La nouvelle s’est diffusée le long des fils tendus du Web à la vitesse de la lumière : La maison d’édition la plus trublionne de notre petite niche culturelle a fermé ses portes.
L’Oxymore is dead.
La Team l’a dit depuis le début : on n’a pas envie d’épiloguer sur ça ad nauseam, et on ne le fera pas. Du communiqué, un peu, mais pas d’échange. Et surtout pas sur les lieux les plus pégueux de cette toile, les foires qu’on nomme Forum. D’un nom antique passablement dégradé par l’usage moderne de l’expression inconséquente.
Nous nous y sommes exprimés pendant le pic de crise. A présent, la lutte est terminée, et s’appesantir sur le passé n’a jamais été trop dans nos natures.
Mais on nous écrit, on nous demande. Comment ? Pourquoi ?
So… voilà ce que la Team a à dire en deux ou trois points simples.

Typically us

L’Oxymore, quoi c’était ?
Maison d’édition pro. Tirages minimum de base : 1500 à 4000 ex. Livres réimprimés : oui. Livres repris en Club et poche ? Oui, chez Seuil et France Loisirs. En librairies ? Oui. D’abord diffusé et distribué par sa propre structure, puis par un diffuseur/distributeur pro (et pas mieux, d’ailleurs que quand c’était ‘fait maison’). Trois locaux. Une équipe à plein temps qui a varié de 2 à 3. Une pléthore de Prix reçus. Dans les 200 auteurs différents publiés. Sept ans d’existence.
Plus ?
Un catalogue assez atypique, que personne ne semble vraiment comprendre, à majorité « genres mêlés » ou Fantasy, quoique de façon amusante souvent facilement qualifié de Fantastique, alors que le Fantastique y est carrément sous-représenté face à la Fantasy. Ah, mais de la Fantasy « bizarre », il est vrai, pas de la trollerie (et le lecteur — et bien souvent le ‘pas lecteur’ de parler, de gloser, et de se vautrer — le lecteur doit parler, c’est son mode d’existence, même et surtout pour conneriser — il ferait mieux de lire, on s’en porterait pas plus mal)
Une philosophie éditoriale : ne publier que ce qu’on aime. Et l’équipe venant autant de la litt-gen et du classique que des littératures de l’Imaginaire, une application des exigences de la littérature tout court à la littérature de genre. Brouiller / ouvrir / casser les limites inter-genres. Ne pas favoriser le best seller anglo-saxon, ni le cycle. Aller vers la nouveauté, l’ouverture, l’énergie, sans contrainte de forme et de genre. Traiter le contenant dans l’optique de la meilleure adéquation possible au contenu. Jouer avec l’objet physique : illustrations, éditions signées, couvertures alternatives, disques audio joints (music is good for you) …
Une philosophie humaine : Traiter tous les auteurs idem, du débutant inconnu à Tanith Lee ou Neil Gaiman. Et les traiter comme on aimerait qu’on nous traite ailleurs. Appui, écoute, communication, chèques à l’heure et exemplaires d’auteurs envoyés le jour même, avant presse, administrations et librairies. Et etc.
Mais ne lécher les fesses à personne, et attendre un respect équivalent en face, ou frapper.

Lies, lies, lies !
(Don’t utter a word, cause the monsters are listening…)
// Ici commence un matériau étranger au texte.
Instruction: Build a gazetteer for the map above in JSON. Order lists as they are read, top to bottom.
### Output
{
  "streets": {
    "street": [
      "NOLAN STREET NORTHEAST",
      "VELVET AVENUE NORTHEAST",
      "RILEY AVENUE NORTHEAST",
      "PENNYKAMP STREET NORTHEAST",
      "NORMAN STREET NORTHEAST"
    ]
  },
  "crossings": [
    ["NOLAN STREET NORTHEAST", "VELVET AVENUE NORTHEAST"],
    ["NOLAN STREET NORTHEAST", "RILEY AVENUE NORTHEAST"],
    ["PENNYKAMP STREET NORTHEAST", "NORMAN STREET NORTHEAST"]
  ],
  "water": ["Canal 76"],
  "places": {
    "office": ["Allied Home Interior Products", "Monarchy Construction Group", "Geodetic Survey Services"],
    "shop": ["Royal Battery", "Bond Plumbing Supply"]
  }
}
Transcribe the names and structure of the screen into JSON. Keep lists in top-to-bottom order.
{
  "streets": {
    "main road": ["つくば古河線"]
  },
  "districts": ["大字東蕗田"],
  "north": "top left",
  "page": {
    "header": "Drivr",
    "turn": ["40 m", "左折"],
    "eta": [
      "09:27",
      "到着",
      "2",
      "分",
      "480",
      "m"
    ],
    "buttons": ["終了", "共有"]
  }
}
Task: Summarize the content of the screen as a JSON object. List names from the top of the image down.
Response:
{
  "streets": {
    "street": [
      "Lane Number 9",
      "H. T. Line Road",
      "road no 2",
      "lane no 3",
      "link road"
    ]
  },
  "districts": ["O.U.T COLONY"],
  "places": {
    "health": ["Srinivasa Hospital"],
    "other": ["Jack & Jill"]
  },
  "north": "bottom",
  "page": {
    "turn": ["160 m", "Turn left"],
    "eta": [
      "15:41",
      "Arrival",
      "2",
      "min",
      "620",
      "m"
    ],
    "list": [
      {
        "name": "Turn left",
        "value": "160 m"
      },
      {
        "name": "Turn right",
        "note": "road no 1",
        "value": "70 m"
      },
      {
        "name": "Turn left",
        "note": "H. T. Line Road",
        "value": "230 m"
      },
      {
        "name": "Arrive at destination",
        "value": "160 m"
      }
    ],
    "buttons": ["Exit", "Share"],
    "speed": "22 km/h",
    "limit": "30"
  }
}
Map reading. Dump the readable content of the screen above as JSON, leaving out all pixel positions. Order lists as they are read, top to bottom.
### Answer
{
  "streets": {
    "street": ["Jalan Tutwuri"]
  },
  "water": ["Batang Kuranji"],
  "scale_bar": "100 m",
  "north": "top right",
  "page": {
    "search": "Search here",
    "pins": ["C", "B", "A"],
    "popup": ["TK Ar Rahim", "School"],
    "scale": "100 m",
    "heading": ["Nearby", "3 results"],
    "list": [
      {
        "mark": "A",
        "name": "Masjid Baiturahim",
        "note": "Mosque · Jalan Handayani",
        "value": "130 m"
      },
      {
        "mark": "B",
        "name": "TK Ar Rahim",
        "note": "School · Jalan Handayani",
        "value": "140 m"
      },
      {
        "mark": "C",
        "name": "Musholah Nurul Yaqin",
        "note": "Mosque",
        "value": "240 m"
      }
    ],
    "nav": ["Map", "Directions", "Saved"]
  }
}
Les pies bavardes diront ce qu’elles veulent, les raisons de la Chute de cette Maison Usher sont simples. Pas une politique éditoriale inadaptée (parce que du public, il y en a, pour ces livres), pas une gestion coupable, pas une punition divine pour notre hubris.
Mais, première coupable entre ses pairs… La France, 2006, et plus si affinités.
Le voile pudique jeté sur l’état du marché du livre et, au-delà, de la culture, est plus épais qu’une tenture de bordel. Faut pas dire que ça va mal, sinon ça ira pire, telle est la philosophie de nos zamis du métier. What ?
Alarmer serait achever ? Moi pas comprendre, sir.
C’est tout l’inverse, ce me semble…
En tous cas, ce n’est pas une politique à laquelle nous souscrivons, aussi… parlons un peu du marché du livre, tiens.
2005, année faste, a vu les chiffres d’affaires des maisons d’édition baisser de 30 % (certaines grosses maisons généralistes) à 50 % (smallpresses). Et autant vous dire, 2004 n’était déjà pas un grand cru. Donc ce passif 2005 se rajoute au précédent, yes ?
La cause ? Les français lisent moins, tout rayons confondus. Bon, constat simple. Mais aussi et surtout, ils achètent moins. Et pour cause… que ceux qui n’ont pas vu leurs revenus s’effondrer ces dernières années lèvent la main. Que ceux qui ne sont pas étranglés par leurs loyers et les prix du ‘minimum vital’(mais non mais non qui ne montent pas c’est une illusion tout va bien) fassent de même. Bordel, on dirait l’Amazonie, cette forêt de mains : de plus en plus déplumée.
Mais alors, pourquoi les chiffres publics disent que tout va bien pour le marché-du-livre-si-dynamique ? (toutvabientoutvabientoutvabien….) parce que ce qui les remonte artificiellement, ce sont les gros chiffres d’une poignée de best-sellers. Dan Brown sauve la sensation de sécurité que les nombres nous serinent. Le lecteur aux poches vides, qui aurait acheté il y a encore deux ou trois ans les cinq ou six bouquins qui lui faisaient de l’œil en rayon, se recentre sur ce qui a l’air ‘sûr’. Le bouquin dont tout le monde parle, que la télé lui encense, que ses copains trouvent cool. « Le monde se partage now en deux catégories, clame la pétasse moyenne sur Internet : ceux qui ont lu le Da Vinci Code, et ceux qui l’ont pas lu. » Oui mon Prrrrrécieux.
Evidemment, pour un esprit un peu critique, voire épris de littérature, ce genre d’étalage de la misère intellectuelle de nos contemporains a déjà de quoi pousser à l’alcoolisme. Mais pour les professionnels qui n’oeuvrent pas dans la resucée de bouquins phares, le report du public sur ces livres populaires-sécurisés-modasses est la voie royale vers la faillite.

No one is innocent

Alors, à qui la faute ? A personne, à tous.
— L’état de nos portefeuilles.
— Les medias qui déculturent la culture à coup de reality-shows et de critiques inféodées aux espaces pubs.
— Les libraires qui pour arriver à faire leur chiffre sortent par brassées les catalogues des indépendants des rayons, et mettent en facial trois fois le même blockbuster tandis qu’ils zappent toute l’édition hors norme.
— Les lecteurs qui veulent l’achat bien safe. Qui exigent de la répétition, du ron-ron, et surtout de n’être pas surpris. Hey, big news, les amis. La littérature safe ce n’est pas de la littérature, c’est de la série télé pour mous du bulbe. C’est ça, votre truc ? J’espère que non.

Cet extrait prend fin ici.